▸ EXERCISE OBJECTIVE:
Make a verbatim transcription of the records, without the pictures.

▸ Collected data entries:
--- START ---
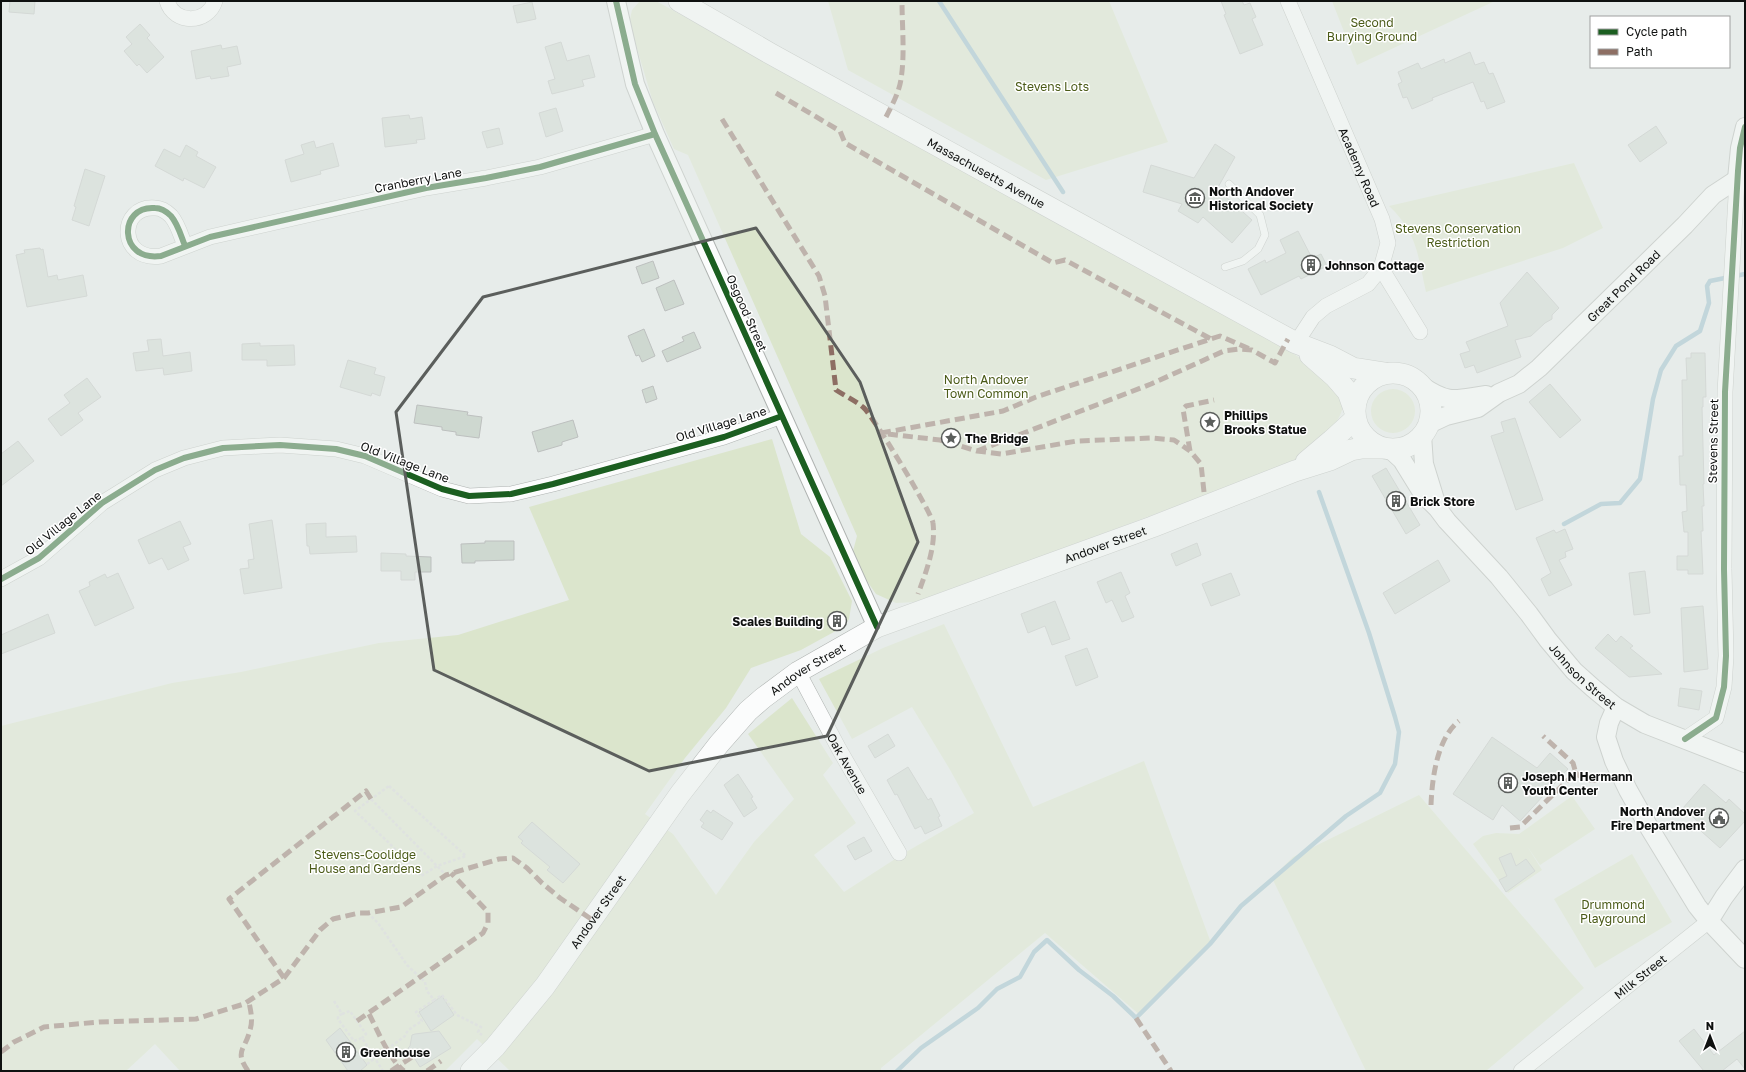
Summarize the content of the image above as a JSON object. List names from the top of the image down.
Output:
{
  "streets": {
    "main road": ["Massachusetts Avenue", "Andover Street"],
    "street": [
      "Academy Road",
      "Cranberry Lane",
      "Great Pond Road",
      "Osgood Street",
      "Old Village Lane",
      "Stevens Street",
      "Johnson Street",
      "Oak Avenue",
      "Milk Street"
    ]
  },
  "crossings": [
    ["Massachusetts Avenue", "Great Pond Road"],
    ["Massachusetts Avenue", "Andover Street"],
    ["Massachusetts Avenue", "Johnson Street"],
    ["Cranberry Lane", "Osgood Street"],
    ["Great Pond Road", "Stevens Street"],
    ["Great Pond Road", "Andover Street"],
    ["Great Pond Road", "Johnson Street"],
    ["Osgood Street", "Old Village Lane"],
    ["Osgood Street", "Andover Street"],
    ["Andover Street", "Johnson Street"],
    ["Andover Street", "Oak Avenue"],
    ["Johnson Street", "Milk Street"]
  ],
  "parks": [
    "Second Burying Ground",
    "Stevens Lots",
    "Stevens Conservation Restriction",
    "North Andover Town Common",
    "Stevens-Coolidge House and Gardens",
    "Drummond Playground"
  ],
  "places": {
    "museum": ["North Andover Historical Society"],
    "building": [
      "Johnson Cottage",
      "Brick Store",
      "Scales Building",
      "Joseph N Hermann Youth Center",
      "Greenhouse"
    ],
    "place": ["Phillips Brooks Statue", "The Bridge"],
    "public building": ["North Andover Fire Department"]
  },
  "legend": ["Cycle path", "Path"],
  "north": "top"
}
--- END ---
▸ EXERCISE RESPONSE:
Summarize the content of the image above as a JSON object. List names from the top of the image down.
Output:
{
  "streets": {
    "main road": ["Massachusetts Avenue", "Andover Street"],
    "street": [
      "Academy Road",
      "Cranberry Lane",
      "Great Pond Road",
      "Osgood Street",
      "Old Village Lane",
      "Stevens Street",
      "Johnson Street",
      "Oak Avenue",
      "Milk Street"
    ]
  },
  "crossings": [
    ["Massachusetts Avenue", "Great Pond Road"],
    ["Massachusetts Avenue", "Andover Street"],
    ["Massachusetts Avenue", "Johnson Street"],
    ["Cranberry Lane", "Osgood Street"],
    ["Great Pond Road", "Stevens Street"],
    ["Great Pond Road", "Andover Street"],
    ["Great Pond Road", "Johnson Street"],
    ["Osgood Street", "Old Village Lane"],
    ["Osgood Street", "Andover Street"],
    ["Andover Street", "Johnson Street"],
    ["Andover Street", "Oak Avenue"],
    ["Johnson Street", "Milk Street"]
  ],
  "parks": [
    "Second Burying Ground",
    "Stevens Lots",
    "Stevens Conservation Restriction",
    "North Andover Town Common",
    "Stevens-Coolidge House and Gardens",
    "Drummond Playground"
  ],
  "places": {
    "museum": ["North Andover Historical Society"],
    "building": [
      "Johnson Cottage",
      "Brick Store",
      "Scales Building",
      "Joseph N Hermann Youth Center",
      "Greenhouse"
    ],
    "place": ["Phillips Brooks Statue", "The Bridge"],
    "public building": ["North Andover Fire Department"]
  },
  "legend": ["Cycle path", "Path"],
  "north": "top"
}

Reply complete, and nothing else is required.